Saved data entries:

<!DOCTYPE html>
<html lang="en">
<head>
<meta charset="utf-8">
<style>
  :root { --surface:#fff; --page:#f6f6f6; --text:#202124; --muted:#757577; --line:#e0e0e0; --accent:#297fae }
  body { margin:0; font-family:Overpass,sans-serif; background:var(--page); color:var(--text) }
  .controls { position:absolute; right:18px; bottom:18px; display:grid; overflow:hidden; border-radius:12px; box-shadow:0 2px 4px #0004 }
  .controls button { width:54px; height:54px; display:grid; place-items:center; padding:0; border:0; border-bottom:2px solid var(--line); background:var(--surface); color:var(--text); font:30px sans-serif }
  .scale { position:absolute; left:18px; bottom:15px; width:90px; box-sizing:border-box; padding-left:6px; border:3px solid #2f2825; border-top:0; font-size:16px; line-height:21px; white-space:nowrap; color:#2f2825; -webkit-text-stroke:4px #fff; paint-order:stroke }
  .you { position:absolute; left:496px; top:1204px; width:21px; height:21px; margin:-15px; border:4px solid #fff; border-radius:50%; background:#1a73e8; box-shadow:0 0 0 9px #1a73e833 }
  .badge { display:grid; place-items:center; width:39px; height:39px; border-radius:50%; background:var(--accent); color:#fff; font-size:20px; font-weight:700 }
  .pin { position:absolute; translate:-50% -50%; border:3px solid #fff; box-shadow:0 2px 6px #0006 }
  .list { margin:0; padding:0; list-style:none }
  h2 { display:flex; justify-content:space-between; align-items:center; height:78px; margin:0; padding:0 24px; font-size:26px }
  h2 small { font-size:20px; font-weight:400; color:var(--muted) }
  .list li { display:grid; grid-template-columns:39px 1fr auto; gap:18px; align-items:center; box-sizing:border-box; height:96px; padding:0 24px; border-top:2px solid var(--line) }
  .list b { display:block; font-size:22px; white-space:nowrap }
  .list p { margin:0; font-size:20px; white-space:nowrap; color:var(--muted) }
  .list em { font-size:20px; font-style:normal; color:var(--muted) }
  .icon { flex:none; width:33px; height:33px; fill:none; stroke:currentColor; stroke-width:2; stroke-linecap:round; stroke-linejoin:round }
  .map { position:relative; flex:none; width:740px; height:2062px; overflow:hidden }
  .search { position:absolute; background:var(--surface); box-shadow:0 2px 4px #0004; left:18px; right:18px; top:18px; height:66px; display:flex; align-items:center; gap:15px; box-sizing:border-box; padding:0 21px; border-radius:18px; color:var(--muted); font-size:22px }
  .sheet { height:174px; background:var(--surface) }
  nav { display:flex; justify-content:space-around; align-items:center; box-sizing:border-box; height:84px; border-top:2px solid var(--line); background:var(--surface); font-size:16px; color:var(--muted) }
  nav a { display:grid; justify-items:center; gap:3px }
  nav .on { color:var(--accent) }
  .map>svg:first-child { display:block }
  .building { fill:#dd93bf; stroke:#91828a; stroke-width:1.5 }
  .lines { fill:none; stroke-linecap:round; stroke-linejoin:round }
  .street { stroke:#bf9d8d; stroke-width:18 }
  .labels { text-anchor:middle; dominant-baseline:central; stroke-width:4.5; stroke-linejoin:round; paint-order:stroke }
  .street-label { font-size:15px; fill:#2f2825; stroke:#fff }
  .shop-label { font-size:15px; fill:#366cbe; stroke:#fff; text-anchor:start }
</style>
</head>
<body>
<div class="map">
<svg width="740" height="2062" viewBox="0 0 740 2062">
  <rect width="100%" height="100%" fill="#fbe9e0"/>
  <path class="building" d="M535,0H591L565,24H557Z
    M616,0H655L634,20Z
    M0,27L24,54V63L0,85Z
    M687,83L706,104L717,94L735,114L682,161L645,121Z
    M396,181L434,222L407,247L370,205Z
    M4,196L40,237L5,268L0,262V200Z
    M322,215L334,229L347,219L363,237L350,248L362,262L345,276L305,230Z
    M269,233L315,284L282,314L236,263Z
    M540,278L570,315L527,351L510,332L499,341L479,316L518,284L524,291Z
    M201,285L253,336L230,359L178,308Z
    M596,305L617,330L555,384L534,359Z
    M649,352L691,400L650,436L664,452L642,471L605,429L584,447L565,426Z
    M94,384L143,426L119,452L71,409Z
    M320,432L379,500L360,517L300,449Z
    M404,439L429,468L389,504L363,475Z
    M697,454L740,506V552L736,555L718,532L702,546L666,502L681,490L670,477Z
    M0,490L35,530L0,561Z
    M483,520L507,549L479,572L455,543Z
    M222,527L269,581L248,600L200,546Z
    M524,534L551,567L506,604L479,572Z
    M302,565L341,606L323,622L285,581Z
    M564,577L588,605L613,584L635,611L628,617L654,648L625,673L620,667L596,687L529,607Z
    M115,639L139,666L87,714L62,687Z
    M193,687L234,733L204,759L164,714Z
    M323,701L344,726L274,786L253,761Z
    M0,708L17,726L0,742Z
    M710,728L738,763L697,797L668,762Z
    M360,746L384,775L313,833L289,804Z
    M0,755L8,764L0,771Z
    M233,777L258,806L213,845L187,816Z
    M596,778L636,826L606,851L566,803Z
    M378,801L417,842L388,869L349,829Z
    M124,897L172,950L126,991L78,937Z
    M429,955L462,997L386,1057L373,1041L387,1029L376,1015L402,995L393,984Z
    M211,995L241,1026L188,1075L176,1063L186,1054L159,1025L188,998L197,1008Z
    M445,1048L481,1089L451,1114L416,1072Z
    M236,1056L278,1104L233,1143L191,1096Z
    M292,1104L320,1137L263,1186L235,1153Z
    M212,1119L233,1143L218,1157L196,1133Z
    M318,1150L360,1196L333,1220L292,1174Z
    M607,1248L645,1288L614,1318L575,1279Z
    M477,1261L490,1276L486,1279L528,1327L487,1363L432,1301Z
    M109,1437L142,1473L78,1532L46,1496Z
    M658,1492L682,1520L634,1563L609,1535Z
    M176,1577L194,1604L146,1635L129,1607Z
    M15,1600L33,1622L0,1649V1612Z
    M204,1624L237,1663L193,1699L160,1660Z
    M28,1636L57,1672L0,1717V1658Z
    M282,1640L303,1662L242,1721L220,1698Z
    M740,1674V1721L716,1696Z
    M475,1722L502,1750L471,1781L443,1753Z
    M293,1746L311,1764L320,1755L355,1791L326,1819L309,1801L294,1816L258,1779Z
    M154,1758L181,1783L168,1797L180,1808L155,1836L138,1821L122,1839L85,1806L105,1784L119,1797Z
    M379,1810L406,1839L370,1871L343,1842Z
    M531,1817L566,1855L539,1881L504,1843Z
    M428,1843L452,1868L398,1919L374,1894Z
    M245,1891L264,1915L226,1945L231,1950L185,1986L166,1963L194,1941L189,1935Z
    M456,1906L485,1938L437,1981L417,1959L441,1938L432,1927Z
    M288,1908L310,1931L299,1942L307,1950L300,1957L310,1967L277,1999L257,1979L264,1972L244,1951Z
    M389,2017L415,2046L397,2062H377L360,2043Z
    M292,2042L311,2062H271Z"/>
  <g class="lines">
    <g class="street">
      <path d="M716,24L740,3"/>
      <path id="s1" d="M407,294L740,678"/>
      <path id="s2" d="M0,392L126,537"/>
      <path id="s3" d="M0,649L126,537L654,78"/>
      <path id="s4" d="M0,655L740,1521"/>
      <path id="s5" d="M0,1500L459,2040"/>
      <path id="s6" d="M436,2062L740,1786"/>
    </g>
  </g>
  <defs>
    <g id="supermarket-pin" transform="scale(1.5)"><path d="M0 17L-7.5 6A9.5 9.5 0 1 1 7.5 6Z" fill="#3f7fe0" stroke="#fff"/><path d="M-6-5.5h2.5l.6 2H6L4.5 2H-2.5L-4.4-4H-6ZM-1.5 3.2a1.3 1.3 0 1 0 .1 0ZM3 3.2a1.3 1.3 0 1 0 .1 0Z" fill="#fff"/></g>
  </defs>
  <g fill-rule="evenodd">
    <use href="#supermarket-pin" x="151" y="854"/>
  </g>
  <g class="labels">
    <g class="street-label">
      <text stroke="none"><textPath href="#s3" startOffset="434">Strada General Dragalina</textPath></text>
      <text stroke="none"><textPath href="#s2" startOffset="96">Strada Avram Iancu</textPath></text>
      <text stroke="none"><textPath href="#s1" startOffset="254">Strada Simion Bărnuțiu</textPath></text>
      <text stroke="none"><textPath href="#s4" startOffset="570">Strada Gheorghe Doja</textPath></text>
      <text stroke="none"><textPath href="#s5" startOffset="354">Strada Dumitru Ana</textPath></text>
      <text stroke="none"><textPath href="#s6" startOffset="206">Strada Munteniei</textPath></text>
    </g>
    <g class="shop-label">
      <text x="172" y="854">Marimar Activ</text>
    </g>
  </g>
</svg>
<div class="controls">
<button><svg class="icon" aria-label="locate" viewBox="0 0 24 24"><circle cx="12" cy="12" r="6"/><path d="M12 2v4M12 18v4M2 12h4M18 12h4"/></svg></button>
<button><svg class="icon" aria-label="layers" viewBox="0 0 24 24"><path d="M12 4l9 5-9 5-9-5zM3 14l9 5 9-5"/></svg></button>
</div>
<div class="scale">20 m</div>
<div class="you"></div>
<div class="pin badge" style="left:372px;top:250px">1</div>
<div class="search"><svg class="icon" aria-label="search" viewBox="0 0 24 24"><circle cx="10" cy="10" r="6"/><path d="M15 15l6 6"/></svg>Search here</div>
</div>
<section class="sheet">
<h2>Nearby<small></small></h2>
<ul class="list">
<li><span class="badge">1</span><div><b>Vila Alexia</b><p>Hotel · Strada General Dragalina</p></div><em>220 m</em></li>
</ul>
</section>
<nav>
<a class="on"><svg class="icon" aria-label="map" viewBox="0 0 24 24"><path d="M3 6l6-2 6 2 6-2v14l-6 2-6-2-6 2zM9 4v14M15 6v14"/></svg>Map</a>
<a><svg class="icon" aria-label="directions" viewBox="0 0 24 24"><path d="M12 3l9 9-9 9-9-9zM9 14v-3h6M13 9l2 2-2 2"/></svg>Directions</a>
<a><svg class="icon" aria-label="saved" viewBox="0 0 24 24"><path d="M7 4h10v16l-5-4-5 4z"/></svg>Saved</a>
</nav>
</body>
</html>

WORK REQUEST = Lines of the data above that include the string "linecap" must each be copied.

SOLUTION TO THE PROBLEM =
  .icon { flex:none; width:33px; height:33px; fill:none; stroke:currentColor; stroke-width:2; stroke-linecap:round; stroke-linejoin:round }
  .lines { fill:none; stroke-linecap:round; stroke-linejoin:round }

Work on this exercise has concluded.